2. The method of claim 1, wherein, Based on the parallel strategy of the model to be trained, multiple communication operators located in the operator stream are determined, including: Based on the number of model layers in the model to be trained and the pipeline parallelism (PP) degree in the parallel strategy, the computation operators corresponding to multiple training stages and the PP communication operators between training stages are determined; the computation operator corresponding to any training stage is the computation operator for its respective model layer number; and / or, Based on the data parallelism (DP) degree in the parallel strategy, determine the DP communication operator corresponding to the training phase; and / or, Based on the tensor parallelism (TP) degree in the parallel strategy, the computational operators executed by each GPU card in the training phase and the TP communication operators between GPU cards are determined.

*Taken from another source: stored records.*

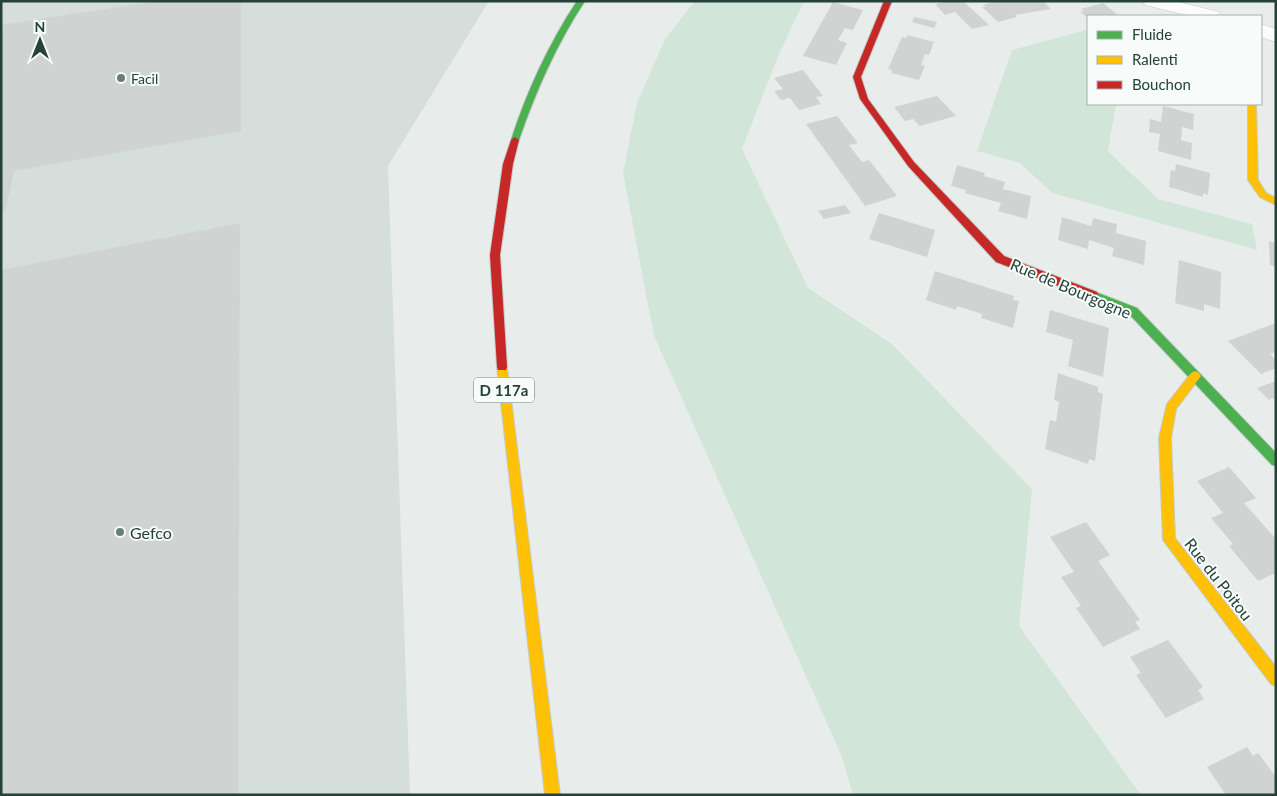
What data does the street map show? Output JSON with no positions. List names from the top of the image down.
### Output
{
  "streets": {
    "street": ["Rue de Bourgogne", "D 117a", "Rue du Poitou"]
  },
  "crossings": [
    ["Rue de Bourgogne", "Rue du Poitou"]
  ],
  "places": ["Facil", "Gefco"],
  "legend": ["Fluide", "Ralenti", "Bouchon"],
  "north": "top"
}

3. The method of claim 1, wherein, Before determining the computation time of each computation operator and the communication time of each communication operator in the operator stream in each training round through simulation, the following steps are also included: Based on the parallel strategy of the model to be trained and the hardware configuration of the cluster running the model to be trained, the allocation of GPU cards in the cluster during the model training process is determined. Based on the parallel strategy of the model to be trained and the amount of sample data of the model to be trained, the training rounds of the model training are determined.
4. The method of any one of claims 1-3, wherein, The computation time of each computation operator and the communication time of each communication operator in the operator stream are determined by simulation in each training round, including: For any computational operator in the operator stream, the computation time of the computational operator is determined based on the computational amount of the computational operator and the hardware configuration of the GPU card executing the computational operator; For any communication operator in the operator stream, the communication time of the communication operator is determined based on the transmission bandwidth between the communication operator and the communication object and the communication volume of the communication operator.

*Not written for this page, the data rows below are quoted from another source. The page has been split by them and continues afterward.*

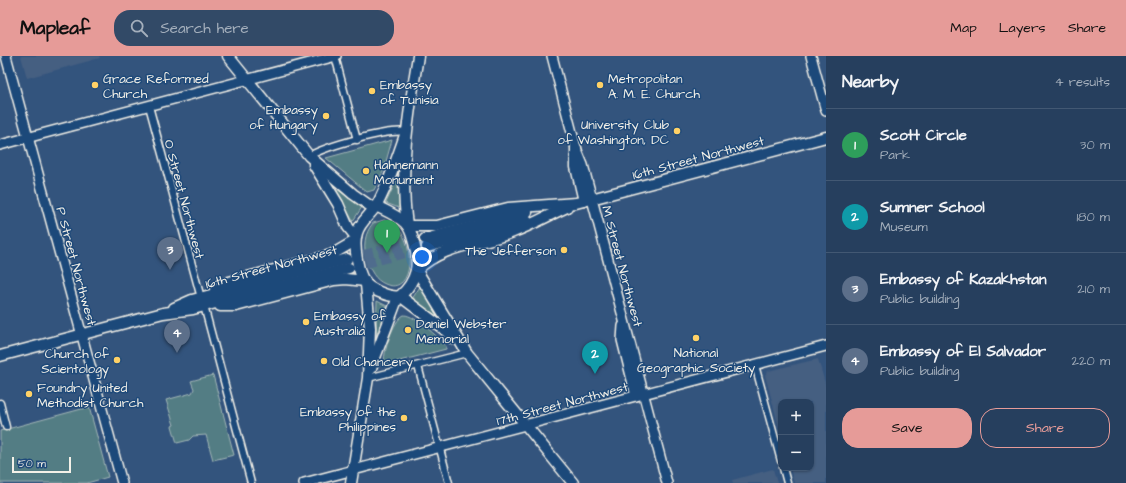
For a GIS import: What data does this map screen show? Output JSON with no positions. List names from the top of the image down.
{
  "streets": {
    "main road": [
      "16th Street Northwest",
      "P Street Northwest",
      "M Street Northwest",
      "17th Street Northwest"
    ],
    "street": ["O Street Northwest"]
  },
  "crossings": [
    ["16th Street Northwest", "O Street Northwest"],
    ["16th Street Northwest", "P Street Northwest"],
    ["16th Street Northwest", "M Street Northwest"],
    ["M Street Northwest", "17th Street Northwest"]
  ],
  "places": [
    "Grace Reformed Church",
    "Metropolitan A. M. E. Church",
    "Embassy of Tunisia",
    "Embassy of Hungary",
    "University Club of Washington, DC",
    "Hahnemann Monument",
    "The Jefferson",
    "Embassy of Australia",
    "Daniel Webster Memorial",
    "National Geographic Society",
    "Church of Scientology",
    "Old Chancery",
    "Foundry United Methodist Church",
    "Embassy of the Philippines"
  ],
  "scale_bar": "50 m",
  "page": {
    "header": "Mapleaf",
    "search": "Search here",
    "nav": ["Map", "Layers", "Share"],
    "heading": ["Nearby", "4 results"],
    "list": [
      {
        "mark": "1",
        "name": "Scott Circle",
        "note": "Park",
        "value": "30 m"
      },
      {
        "mark": "2",
        "name": "Sumner School",
        "note": "Museum",
        "value": "180 m"
      },
      {
        "mark": "3",
        "name": "Embassy of Kazakhstan",
        "note": "Public building",
        "value": "210 m"
      },
      {
        "mark": "4",
        "name": "Embassy of El Salvador",
        "note": "Public building",
        "value": "220 m"
      }
    ],
    "pins": [
      "1",
      "3",
      "4",
      "2"
    ],
    "buttons": ["Save", "Share"],
    "map_buttons": ["+", "−"],
    "scale": "50 m"
  }
}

5. The method of claim 4, wherein, The computation time of the computation operator is determined based on the amount of computational data and the hardware configuration of the GPU card executing the computation operator, including: If the computation operator is a computationally intensive operator, then the maximum value between the memory access time and the computation time of the computation operator is taken as the computation time of the computation operator; wherein, the memory access time is determined based on the amount of computation data of the computation operator and the Layer 2 bandwidth of the GPU card executing the computation operator; the computation time is determined based on the amount of computation data of the computation operator and the hardware computing power of the GPU card executing the computation operator; If the computation operator is a memory-intensive operator, then the memory access time of the computation operator is determined as the computation time of the computation operator.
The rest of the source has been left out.